_ASSIGNMENT:_ Among the records below, find the lines that contain "Transcribe" and copy each of them.

(STORED DATA begins)

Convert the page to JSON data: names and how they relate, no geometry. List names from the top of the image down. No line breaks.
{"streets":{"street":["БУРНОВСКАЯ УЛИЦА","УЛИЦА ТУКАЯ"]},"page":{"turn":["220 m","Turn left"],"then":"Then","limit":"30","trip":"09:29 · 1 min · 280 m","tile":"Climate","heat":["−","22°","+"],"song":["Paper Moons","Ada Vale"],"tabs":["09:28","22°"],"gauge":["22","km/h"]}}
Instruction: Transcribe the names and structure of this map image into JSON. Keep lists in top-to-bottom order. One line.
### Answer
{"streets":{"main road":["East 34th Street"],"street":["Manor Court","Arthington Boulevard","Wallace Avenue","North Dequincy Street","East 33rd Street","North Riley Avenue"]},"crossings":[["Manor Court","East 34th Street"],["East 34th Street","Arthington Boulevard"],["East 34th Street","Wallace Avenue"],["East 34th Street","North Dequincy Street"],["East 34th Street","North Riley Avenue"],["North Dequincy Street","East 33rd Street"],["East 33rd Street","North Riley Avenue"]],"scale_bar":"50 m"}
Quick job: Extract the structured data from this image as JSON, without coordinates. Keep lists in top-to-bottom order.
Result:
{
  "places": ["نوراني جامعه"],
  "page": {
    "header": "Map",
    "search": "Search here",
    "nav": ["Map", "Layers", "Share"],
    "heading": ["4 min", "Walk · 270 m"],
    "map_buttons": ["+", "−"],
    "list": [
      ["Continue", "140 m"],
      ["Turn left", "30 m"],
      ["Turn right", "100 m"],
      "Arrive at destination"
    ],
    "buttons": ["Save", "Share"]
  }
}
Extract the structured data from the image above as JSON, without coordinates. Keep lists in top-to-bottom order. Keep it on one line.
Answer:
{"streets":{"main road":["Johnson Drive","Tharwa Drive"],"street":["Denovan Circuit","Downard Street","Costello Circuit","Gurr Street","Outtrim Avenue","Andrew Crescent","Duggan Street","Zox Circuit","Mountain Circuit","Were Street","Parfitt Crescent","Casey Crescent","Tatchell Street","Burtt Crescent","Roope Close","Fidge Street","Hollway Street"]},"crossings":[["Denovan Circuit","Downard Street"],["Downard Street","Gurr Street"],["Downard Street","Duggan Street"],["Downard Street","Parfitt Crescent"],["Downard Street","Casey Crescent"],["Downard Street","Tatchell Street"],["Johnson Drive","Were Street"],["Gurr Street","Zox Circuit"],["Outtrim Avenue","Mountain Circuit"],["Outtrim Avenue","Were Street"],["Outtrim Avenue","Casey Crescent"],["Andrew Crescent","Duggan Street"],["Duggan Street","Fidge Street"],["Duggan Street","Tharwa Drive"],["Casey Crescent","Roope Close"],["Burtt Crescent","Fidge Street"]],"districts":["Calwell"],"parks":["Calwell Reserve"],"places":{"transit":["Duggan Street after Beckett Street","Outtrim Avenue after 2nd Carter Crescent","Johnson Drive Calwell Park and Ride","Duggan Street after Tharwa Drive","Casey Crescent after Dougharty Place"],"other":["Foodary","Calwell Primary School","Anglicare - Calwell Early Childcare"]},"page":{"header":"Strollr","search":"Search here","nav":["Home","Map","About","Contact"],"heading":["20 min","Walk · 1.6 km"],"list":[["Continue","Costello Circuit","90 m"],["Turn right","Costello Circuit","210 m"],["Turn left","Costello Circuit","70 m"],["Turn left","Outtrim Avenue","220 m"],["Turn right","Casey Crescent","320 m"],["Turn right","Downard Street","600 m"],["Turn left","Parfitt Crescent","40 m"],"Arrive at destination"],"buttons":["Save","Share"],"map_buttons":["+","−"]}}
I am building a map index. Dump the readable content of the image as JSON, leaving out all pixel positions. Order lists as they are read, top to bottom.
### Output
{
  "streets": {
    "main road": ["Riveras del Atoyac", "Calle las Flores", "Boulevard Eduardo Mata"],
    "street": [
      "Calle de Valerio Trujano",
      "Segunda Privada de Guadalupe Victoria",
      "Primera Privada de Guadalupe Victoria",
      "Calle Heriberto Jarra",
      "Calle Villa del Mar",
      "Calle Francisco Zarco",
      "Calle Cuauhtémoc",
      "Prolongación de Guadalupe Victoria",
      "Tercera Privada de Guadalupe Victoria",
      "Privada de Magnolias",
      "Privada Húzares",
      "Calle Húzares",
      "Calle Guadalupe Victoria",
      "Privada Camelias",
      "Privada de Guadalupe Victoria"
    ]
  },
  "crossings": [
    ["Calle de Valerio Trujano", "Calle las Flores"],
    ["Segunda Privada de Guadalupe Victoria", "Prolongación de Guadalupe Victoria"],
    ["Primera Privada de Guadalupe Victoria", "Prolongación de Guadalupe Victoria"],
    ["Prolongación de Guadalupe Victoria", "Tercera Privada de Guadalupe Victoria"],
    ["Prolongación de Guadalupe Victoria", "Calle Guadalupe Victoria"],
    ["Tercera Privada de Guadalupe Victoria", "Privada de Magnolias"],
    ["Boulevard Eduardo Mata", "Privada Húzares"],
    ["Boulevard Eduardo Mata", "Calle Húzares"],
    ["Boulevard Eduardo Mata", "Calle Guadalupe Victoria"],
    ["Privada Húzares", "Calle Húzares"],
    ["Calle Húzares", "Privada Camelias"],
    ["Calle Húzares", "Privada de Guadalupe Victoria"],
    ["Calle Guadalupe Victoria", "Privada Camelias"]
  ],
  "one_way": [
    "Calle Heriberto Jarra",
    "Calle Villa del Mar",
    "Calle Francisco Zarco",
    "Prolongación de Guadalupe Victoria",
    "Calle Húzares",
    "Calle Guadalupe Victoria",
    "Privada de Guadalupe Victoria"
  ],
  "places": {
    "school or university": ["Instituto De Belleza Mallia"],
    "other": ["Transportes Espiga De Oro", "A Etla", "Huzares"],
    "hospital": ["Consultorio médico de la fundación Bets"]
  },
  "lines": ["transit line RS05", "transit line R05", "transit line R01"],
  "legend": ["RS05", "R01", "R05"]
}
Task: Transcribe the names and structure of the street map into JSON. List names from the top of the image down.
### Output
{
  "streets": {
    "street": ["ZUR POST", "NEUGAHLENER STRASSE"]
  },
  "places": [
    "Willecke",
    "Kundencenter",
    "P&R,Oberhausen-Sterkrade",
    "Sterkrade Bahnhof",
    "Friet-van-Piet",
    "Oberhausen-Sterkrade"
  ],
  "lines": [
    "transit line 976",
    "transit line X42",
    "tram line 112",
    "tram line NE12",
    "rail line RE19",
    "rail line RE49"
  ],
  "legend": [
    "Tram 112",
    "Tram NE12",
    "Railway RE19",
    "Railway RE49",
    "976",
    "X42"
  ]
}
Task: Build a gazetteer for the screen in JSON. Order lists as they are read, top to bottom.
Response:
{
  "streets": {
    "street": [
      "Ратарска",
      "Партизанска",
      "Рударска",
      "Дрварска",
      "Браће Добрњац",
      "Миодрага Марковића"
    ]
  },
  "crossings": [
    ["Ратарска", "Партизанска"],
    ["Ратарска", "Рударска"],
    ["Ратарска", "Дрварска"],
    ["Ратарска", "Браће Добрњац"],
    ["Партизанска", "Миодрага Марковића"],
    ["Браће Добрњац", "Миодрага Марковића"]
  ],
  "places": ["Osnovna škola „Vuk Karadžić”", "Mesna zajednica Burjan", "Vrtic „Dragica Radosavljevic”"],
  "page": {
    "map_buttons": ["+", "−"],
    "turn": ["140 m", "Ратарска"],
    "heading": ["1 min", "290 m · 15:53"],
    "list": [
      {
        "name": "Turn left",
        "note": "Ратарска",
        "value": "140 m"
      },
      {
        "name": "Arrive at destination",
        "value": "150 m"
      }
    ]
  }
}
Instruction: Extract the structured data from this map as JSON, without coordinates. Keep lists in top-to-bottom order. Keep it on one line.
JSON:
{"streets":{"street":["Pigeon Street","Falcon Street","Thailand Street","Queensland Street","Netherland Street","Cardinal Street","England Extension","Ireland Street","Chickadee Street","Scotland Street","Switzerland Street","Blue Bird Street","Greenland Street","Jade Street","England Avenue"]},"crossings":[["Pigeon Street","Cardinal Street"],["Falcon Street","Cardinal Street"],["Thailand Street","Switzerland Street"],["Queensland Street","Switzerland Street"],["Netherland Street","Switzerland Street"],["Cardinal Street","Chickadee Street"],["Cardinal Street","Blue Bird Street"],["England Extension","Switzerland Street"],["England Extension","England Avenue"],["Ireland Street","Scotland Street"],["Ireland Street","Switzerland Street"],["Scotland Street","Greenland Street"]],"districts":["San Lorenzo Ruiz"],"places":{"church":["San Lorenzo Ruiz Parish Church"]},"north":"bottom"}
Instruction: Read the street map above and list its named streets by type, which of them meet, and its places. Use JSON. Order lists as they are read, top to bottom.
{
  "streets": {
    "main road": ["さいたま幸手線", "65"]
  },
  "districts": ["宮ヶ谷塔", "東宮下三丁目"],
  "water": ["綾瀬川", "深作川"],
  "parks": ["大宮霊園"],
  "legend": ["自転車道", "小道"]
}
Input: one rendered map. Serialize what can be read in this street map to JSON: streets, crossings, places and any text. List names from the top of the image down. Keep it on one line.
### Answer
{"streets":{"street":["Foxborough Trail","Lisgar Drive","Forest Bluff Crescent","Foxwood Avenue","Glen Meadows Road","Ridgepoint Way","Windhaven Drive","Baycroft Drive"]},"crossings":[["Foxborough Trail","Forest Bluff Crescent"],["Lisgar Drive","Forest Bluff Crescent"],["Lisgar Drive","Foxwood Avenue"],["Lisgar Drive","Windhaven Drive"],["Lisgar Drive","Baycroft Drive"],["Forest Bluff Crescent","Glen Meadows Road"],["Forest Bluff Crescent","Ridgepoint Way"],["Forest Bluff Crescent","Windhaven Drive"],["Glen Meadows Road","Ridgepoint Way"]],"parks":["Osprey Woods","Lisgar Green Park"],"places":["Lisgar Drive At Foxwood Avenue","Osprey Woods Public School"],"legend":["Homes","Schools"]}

(STORED DATA ends)

_WRITTEN SOLUTION:_
Instruction: Transcribe the names and structure of this map image into JSON. Keep lists in top-to-bottom order. One line.
Task: Transcribe the names and structure of the street map into JSON. List names from the top of the image down.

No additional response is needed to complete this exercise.